Dear Editor,

The viral pandemic known as coronavirus disease (COVID-19), which started at the end of 2019 in the city of Wuhan, China, has reached daunting proportions in several countries worldwide because of the speed of its dissemination [1].

The identification that the severe acute respiratory syndrome coronavirus-2 (SARS-CoV-2) is a virus transmitted through airways or by direct contact with the mucosas [2] has prompted the dental community to become alert. The sensation was that dentistry would face an even greater challenge since this profession not only exposes the practitioner to extremely close contact with the patient’s airways but also uses dental procedures causing the production of aerosols, which can potentially contaminate several surfaces in the dental office.

Some interesting studies bringing important information for the dentist began to be published. For instance, the use of personal protective equipment (PPE) and the disinfection of surfaces have become the centre of scientific information for the dental community [3, 4].

Kampf et al. [5] performed a literature review of 22 studies on the virucidal capacity of several substances, which were tested against various coronaviruses (both human and animal ones) regarding the disinfection of inanimate surfaces. They concluded that human coronavirus on inanimate surfaces could be inactivated by using ethanol (62–71%), hydrogen peroxide (0.5%) or sodium hypochlorite (0.1%) for 1 min, whereas other substances such as benzalkonium chloride (0.05% and 0.2%) and chlorhexidine digluconate (0.02%) were less effective. The authors also pointed out that although no study had tested the virucidal capacity of those agents against SARS-CoV-2, they expected a similar effect against this virus [5].

In the absence of any disinfection procedure, SARS-CoV-2 has a half-life of 6.8 h on a plastic surface and of 5.6 h on a stainless steel surface. On the other hand, its half-life was estimated to be 1.1 h in aerosol environments [6].

The identification that ACE2—a cell surface receptor necessary for the virus to enter into the human cell—may be present on the surface of oral mucosal cells [7] and that the virus was also found in saliva [8] might, perhaps, have caused greater anxiety in some dentists despite the fact that viral load is higher in the oropharynx [9].

In March 2020, a study by Peng et al. [4] published in the International Journal of Oral Science brought information on transmission routes and possible control strategies in the dental practice [4]. However, the suggestion to use mouthwash with 1% hydrogen peroxide or 0.2% povidone in order to decrease the viral load in saliva, based on the idea that SARS-CoV-2 would be vulnerable to oxidation, does not seem to be based on scientific evidence to date. It is known that the mouthwash provides a microbiological control characterised by an active substance with substantively (residual antimicrobial activity), which allows not only a mechanical effect at the moment of application but also a bacteriostatic and/or virucidal effect over a given period of time [10]. However, there is no information on the substances reported in the article regarding SARS-CoV-2 in this sense, meaning that their indication is not scientifically proven as they might lead to damage to the patient, such as risks of broncho-aspiration and allergy with hydrogen peroxide and povidone-iodine, respectively. On the other hand, catalase, produced by diverse pathogens, degrades hydrogen peroxide and releases oxygen, creating bubbles which can potentially be compared with aerosols.

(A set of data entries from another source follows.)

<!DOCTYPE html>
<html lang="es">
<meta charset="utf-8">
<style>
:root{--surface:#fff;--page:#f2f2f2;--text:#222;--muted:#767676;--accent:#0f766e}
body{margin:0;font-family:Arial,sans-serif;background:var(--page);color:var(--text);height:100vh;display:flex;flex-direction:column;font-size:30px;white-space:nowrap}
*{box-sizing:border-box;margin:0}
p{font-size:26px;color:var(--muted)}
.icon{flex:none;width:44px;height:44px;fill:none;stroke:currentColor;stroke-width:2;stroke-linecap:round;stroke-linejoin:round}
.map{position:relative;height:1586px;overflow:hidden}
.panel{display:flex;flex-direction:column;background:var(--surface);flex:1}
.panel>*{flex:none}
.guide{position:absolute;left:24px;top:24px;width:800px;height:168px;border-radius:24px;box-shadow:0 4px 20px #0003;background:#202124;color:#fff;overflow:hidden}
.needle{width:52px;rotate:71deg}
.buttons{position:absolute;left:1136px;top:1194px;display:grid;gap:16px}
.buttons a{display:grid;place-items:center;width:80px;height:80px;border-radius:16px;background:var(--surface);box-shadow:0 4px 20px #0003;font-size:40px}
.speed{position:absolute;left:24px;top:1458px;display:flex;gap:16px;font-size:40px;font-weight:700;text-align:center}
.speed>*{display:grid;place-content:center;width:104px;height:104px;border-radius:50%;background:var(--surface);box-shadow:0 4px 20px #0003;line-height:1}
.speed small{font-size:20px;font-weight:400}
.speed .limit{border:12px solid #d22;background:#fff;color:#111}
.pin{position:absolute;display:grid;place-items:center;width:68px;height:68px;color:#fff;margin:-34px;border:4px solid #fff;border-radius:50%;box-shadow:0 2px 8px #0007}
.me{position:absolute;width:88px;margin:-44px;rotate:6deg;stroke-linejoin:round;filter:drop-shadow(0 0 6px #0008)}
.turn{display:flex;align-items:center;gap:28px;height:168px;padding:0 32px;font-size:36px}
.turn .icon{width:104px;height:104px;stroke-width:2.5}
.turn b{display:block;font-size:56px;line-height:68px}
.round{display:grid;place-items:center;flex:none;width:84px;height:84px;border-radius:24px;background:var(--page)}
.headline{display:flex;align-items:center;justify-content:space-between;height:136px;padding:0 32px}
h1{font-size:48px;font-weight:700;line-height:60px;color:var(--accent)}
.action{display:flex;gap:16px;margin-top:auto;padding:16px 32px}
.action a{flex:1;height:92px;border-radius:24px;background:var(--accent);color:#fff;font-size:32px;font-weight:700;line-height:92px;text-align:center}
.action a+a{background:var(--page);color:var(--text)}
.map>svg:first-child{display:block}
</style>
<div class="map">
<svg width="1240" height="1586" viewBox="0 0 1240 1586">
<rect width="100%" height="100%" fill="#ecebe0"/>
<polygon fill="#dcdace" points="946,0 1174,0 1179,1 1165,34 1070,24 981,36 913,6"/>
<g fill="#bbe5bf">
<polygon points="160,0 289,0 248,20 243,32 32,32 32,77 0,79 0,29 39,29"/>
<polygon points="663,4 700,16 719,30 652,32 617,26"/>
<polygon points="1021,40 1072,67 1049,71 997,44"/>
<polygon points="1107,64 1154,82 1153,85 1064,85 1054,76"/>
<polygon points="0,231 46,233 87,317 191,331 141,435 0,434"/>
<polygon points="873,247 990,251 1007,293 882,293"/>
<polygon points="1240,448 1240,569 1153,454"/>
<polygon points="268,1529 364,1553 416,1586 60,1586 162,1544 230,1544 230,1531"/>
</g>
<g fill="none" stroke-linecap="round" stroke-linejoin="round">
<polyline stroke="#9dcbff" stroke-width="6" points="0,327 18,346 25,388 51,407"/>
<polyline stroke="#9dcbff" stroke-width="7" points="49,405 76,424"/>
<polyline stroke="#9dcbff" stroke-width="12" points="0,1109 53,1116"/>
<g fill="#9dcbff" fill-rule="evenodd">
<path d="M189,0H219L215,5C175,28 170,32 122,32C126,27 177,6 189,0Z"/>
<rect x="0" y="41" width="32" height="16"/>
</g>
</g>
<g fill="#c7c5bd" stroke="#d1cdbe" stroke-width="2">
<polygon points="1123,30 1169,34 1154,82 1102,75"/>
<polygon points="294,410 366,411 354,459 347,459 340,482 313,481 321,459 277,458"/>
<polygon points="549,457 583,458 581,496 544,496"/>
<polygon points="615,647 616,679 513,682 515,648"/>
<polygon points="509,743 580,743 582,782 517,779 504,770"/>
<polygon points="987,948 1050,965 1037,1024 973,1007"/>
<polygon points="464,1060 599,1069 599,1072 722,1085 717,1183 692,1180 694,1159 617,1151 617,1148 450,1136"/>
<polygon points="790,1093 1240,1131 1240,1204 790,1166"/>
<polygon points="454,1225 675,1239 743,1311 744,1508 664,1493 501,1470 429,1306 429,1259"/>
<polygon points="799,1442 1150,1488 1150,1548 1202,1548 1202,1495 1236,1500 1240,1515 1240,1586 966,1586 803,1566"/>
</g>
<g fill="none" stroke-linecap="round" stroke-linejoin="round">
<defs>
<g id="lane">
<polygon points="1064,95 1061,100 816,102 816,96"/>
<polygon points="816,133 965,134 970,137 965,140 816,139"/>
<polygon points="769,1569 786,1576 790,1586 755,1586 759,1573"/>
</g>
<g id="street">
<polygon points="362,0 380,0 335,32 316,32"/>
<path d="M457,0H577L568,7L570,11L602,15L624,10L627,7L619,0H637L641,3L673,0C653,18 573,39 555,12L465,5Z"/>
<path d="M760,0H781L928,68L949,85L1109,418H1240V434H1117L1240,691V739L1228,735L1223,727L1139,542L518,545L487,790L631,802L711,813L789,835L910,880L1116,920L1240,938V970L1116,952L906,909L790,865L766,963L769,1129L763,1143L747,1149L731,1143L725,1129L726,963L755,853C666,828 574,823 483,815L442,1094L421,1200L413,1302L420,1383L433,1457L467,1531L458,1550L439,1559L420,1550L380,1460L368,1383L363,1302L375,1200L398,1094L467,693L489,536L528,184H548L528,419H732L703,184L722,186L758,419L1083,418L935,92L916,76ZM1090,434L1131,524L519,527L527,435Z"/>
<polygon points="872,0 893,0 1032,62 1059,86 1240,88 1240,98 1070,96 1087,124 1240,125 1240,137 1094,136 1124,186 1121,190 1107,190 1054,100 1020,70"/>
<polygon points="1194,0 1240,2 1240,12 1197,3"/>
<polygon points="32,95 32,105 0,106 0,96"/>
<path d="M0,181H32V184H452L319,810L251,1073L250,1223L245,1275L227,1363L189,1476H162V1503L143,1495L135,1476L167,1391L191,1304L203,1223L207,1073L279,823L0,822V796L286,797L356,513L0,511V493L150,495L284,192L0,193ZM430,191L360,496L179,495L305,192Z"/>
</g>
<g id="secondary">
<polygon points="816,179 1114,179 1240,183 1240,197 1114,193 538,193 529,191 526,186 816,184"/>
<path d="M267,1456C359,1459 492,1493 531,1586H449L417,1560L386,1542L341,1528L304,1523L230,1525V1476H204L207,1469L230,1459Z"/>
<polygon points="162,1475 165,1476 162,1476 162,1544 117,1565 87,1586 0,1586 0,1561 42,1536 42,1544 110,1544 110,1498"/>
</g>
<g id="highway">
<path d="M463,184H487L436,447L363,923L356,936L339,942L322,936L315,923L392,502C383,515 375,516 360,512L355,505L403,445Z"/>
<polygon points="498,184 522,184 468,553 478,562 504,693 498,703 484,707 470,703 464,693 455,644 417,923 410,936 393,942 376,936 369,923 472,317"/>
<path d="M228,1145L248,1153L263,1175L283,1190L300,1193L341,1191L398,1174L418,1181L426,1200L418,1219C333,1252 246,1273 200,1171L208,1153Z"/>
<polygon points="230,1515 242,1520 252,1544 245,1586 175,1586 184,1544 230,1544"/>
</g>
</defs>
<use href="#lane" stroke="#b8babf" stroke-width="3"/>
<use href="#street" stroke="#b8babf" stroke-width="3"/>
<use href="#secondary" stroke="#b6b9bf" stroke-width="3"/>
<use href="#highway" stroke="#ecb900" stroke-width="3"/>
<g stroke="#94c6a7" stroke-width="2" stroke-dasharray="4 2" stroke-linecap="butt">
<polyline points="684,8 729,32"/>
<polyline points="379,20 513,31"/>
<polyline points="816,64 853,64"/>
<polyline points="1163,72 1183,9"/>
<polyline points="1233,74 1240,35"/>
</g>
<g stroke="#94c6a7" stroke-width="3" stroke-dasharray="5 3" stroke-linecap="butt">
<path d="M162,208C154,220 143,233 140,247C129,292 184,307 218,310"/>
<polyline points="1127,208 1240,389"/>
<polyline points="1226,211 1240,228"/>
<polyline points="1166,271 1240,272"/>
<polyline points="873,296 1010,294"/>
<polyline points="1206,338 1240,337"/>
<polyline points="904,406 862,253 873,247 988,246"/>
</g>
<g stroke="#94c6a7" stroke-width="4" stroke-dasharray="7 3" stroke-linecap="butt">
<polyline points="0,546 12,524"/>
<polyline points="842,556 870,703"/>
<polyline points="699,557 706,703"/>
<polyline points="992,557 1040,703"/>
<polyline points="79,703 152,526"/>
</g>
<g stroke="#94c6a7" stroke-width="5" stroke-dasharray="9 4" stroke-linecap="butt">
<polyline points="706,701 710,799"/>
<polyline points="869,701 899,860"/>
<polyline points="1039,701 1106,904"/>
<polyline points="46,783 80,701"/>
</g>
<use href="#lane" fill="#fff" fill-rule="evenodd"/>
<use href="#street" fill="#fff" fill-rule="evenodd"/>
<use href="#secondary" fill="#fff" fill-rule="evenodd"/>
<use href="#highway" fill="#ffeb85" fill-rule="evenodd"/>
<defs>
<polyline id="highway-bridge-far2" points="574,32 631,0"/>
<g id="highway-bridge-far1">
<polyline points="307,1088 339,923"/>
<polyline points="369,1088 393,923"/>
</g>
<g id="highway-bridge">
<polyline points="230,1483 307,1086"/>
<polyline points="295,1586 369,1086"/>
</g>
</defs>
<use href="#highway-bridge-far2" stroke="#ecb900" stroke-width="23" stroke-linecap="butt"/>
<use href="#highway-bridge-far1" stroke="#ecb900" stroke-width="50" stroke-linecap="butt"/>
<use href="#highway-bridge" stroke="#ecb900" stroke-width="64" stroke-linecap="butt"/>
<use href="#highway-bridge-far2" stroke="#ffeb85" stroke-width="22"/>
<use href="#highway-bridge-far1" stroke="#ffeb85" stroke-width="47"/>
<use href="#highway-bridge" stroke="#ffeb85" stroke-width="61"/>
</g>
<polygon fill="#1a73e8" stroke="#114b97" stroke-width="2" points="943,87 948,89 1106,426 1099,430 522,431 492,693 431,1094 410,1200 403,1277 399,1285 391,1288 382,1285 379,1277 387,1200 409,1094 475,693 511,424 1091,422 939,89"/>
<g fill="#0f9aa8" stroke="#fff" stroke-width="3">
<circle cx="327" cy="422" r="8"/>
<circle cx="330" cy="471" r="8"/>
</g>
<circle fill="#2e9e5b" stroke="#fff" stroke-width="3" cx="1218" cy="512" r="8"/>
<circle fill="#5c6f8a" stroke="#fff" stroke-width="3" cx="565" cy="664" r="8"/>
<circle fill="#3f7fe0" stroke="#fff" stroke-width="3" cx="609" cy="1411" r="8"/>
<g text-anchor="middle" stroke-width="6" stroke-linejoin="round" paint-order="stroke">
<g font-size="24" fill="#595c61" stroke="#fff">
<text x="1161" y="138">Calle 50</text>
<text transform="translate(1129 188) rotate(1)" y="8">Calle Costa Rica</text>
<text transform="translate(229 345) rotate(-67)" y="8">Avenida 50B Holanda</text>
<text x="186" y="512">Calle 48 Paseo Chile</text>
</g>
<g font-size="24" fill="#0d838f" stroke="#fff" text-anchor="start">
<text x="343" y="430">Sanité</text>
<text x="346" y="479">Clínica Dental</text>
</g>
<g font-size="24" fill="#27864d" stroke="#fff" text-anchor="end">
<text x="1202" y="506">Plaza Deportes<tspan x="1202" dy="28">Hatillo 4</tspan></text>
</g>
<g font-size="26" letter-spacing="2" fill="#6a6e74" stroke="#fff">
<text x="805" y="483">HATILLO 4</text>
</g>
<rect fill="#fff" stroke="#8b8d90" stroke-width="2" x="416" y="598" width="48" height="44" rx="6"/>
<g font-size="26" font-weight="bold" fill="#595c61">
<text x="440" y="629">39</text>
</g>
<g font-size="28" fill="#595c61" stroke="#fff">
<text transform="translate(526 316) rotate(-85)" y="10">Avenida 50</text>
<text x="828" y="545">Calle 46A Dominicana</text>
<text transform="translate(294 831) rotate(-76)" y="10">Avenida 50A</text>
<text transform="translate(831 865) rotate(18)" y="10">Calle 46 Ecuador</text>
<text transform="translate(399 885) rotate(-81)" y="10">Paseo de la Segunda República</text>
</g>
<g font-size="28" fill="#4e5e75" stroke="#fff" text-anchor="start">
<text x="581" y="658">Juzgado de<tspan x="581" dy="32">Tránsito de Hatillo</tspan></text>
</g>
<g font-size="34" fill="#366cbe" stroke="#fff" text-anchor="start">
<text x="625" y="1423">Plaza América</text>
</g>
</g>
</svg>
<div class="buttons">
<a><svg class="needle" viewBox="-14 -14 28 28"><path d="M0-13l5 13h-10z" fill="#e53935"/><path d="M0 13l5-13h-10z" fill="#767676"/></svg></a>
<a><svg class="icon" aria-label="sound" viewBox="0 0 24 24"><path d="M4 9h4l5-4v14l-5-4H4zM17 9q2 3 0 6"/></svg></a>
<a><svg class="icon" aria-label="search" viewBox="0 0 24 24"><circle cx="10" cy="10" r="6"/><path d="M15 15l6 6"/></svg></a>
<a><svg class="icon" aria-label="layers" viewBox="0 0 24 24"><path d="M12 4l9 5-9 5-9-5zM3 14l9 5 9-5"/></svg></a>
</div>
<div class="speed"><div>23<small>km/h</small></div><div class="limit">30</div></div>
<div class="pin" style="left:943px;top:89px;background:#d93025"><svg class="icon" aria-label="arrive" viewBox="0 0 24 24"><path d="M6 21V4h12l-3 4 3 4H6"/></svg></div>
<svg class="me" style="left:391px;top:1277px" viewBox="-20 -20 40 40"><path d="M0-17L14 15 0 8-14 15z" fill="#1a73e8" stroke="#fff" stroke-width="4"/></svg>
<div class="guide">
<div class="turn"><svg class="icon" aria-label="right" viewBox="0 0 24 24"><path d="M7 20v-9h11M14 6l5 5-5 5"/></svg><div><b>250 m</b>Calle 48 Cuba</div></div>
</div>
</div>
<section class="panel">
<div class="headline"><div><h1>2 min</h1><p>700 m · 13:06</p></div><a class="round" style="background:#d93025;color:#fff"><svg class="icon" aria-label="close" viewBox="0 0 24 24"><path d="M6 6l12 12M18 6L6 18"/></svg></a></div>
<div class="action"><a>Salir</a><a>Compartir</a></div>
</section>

Although ACE2 is present in some types of cells, including those of the oral cavity [7], the virus replicates more frequently and more easily in the pulmonary epithelium. To et al. found that SARS-CoV-2 can be present in the saliva on a sustained and consistent basis for days. This raised the question of whether saliva can contain nasopharyngeal and pulmonary secretions by the action of cilia lining the airway epithelium, suggesting that the detection of the virus in saliva may not be necessarily related to salivary glands [8]. Other respiratory viruses, such as the influenza virus, can be present in the oral cavity through the breathing process [11].

The study by Pen et al. [4] served as a conduct guide for dental practitioners worldwide, including indication for use of mouthwash with 1% hydrogen peroxide and 0.2% povidone-iodine. Brazil, Spain and Portugal have seen an increasing influence of these recommendations issued by class associations. It seems that hydrogen peroxide and povidone-iodine might reduce the amounts of viral particles in the oral cavity, suggesting that this approach would decrease the likelihood of infection among practitioners and contamination of the environment as well. However, by comparing the decontamination of inanimate surfaces to that of the mucosal surface, the indication of mouthwash proposed by the article might cause confusion among the practitioners, with undesirable effects on the healthcare protocols established for the pandemic.